--- START ---

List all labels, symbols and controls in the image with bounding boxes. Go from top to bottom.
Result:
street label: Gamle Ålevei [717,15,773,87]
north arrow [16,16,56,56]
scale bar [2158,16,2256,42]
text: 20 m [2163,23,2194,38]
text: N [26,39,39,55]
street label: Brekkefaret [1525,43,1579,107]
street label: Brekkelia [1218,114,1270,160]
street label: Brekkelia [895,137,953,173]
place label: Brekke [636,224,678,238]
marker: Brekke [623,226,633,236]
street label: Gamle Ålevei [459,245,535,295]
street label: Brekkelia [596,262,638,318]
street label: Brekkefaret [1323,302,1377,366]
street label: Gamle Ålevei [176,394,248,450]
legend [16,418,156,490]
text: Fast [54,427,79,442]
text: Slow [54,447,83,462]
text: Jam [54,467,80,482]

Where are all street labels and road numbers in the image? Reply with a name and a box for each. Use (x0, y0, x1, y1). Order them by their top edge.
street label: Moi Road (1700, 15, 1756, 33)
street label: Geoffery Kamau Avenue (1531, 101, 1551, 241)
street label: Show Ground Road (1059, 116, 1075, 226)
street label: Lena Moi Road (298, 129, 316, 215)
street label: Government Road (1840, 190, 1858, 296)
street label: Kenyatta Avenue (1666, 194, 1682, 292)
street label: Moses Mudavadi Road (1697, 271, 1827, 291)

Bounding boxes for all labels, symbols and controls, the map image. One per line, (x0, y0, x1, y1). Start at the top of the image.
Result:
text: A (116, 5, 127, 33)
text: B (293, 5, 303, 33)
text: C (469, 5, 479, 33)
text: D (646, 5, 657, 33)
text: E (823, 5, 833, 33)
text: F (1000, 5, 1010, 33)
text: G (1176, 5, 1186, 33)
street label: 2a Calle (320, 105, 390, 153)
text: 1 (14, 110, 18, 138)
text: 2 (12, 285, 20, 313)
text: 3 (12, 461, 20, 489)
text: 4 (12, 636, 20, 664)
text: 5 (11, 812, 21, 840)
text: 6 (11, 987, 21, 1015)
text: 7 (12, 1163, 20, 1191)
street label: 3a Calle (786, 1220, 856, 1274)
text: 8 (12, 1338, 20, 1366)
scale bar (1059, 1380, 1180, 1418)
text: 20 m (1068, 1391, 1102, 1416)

--- END ---

## [THE PROBLEM]
Go line by line through the material above and return each one that includes "boxes".

## [RESPONSE TO THE EXERCISE]
List all labels, symbols and controls in the image with bounding boxes. Go from top to bottom.
Bounding boxes for all labels, symbols and controls, the map image. One per line, (x0, y0, x1, y1). Start at the top of the image.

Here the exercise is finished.